_Task brief_: In the material below, find each line with the word "Sapphire" and list it.

_Study material_:
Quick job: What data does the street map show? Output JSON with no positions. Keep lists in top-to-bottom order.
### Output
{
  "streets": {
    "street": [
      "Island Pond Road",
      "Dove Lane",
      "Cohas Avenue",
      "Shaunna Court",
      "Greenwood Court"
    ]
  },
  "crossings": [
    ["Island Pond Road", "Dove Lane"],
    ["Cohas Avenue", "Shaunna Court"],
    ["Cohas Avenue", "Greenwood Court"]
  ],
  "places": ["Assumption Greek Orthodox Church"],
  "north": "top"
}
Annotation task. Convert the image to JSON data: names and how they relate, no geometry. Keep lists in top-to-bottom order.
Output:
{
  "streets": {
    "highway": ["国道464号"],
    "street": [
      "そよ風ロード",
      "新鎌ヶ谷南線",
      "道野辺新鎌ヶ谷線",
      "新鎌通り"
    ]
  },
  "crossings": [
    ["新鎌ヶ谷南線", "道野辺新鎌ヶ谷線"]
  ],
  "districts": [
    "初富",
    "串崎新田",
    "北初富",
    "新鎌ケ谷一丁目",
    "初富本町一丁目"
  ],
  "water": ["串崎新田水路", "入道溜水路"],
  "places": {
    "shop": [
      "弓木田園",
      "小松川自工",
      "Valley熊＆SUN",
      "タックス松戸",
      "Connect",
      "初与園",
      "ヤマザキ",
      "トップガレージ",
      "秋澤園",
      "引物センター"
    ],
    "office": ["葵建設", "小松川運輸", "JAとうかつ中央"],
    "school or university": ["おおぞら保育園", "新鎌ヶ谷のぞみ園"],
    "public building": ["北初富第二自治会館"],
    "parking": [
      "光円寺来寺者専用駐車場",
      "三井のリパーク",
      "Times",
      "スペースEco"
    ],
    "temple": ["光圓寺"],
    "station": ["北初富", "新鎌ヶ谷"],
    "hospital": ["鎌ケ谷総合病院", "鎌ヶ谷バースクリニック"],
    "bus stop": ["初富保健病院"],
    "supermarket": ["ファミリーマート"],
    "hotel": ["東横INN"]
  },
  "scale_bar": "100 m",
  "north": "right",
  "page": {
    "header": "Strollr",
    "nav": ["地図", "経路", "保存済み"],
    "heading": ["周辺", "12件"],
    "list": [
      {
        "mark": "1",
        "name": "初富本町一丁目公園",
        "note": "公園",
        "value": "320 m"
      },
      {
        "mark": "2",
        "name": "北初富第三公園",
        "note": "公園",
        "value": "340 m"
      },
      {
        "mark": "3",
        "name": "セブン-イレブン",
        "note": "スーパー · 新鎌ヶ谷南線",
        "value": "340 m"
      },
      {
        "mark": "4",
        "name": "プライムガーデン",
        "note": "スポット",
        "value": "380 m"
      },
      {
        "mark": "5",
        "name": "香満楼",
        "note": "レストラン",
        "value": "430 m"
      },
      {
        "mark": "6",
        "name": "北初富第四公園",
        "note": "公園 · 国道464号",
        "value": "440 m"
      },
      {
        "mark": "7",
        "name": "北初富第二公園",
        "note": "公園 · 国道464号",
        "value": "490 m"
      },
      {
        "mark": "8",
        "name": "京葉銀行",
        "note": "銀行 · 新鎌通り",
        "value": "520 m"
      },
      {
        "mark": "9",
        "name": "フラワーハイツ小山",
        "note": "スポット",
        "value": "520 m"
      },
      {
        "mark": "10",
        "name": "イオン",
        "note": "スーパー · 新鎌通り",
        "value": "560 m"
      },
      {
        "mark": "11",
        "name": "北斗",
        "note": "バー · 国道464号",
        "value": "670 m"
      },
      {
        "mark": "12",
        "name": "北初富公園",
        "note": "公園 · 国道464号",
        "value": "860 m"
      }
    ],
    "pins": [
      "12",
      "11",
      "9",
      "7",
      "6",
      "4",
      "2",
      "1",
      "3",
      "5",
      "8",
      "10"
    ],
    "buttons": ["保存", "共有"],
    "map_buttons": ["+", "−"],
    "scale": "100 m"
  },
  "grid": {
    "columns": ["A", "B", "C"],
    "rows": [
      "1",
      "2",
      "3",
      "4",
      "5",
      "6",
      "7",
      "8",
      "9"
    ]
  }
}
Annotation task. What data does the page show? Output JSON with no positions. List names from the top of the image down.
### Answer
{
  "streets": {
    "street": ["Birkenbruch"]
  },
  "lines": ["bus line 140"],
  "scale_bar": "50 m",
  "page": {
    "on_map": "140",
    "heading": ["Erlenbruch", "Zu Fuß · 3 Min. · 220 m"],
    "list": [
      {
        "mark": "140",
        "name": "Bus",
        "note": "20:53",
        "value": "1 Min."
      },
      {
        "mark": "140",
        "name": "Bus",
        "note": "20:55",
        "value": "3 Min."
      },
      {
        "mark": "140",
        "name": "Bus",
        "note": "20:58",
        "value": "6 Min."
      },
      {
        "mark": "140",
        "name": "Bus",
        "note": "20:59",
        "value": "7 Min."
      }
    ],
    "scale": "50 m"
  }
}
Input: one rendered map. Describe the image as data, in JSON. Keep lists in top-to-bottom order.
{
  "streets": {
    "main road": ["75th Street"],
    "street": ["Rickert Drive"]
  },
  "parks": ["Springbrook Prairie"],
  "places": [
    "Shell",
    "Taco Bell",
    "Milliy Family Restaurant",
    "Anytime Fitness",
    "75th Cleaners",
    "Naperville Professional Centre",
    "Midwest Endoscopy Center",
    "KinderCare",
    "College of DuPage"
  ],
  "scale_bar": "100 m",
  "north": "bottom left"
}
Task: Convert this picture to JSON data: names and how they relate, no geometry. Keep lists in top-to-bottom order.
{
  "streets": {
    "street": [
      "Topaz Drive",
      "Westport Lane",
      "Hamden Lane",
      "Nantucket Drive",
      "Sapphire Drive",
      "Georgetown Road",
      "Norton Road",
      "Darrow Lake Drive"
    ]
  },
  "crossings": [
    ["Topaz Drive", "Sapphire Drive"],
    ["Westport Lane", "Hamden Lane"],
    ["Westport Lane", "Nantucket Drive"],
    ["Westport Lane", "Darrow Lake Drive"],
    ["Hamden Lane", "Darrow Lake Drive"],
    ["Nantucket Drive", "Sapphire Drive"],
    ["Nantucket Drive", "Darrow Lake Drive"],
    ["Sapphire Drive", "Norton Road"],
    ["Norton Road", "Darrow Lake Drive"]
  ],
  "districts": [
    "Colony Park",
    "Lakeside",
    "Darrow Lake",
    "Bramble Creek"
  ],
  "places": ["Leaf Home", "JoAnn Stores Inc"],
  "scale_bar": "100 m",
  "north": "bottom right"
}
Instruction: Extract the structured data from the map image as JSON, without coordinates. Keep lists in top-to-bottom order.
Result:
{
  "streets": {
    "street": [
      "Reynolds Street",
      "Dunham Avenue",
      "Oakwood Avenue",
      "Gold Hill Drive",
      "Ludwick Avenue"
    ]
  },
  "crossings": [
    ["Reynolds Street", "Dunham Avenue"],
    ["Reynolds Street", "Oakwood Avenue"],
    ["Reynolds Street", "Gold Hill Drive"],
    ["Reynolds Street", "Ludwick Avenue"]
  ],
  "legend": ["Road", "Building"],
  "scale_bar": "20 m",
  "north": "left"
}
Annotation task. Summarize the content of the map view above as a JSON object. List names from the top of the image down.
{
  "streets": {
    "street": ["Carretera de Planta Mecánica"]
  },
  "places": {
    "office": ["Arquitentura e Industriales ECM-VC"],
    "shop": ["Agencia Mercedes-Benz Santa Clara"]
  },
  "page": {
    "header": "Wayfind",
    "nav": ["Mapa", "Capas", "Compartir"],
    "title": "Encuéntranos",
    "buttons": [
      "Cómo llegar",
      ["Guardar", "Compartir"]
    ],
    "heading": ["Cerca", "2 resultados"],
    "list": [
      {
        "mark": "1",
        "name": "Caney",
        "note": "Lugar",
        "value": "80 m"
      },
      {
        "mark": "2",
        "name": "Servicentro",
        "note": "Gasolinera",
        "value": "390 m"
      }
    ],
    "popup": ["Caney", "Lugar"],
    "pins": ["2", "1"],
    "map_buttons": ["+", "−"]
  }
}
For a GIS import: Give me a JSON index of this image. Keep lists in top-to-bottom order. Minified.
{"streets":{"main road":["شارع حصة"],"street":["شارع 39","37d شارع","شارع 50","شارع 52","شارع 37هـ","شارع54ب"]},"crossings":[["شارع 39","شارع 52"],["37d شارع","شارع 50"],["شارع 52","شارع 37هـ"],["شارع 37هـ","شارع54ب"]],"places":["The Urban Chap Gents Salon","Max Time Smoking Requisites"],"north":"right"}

_Result of the exercise_:
      "Sapphire Drive",
    ["Topaz Drive", "Sapphire Drive"],
    ["Nantucket Drive", "Sapphire Drive"],
    ["Sapphire Drive", "Norton Road"],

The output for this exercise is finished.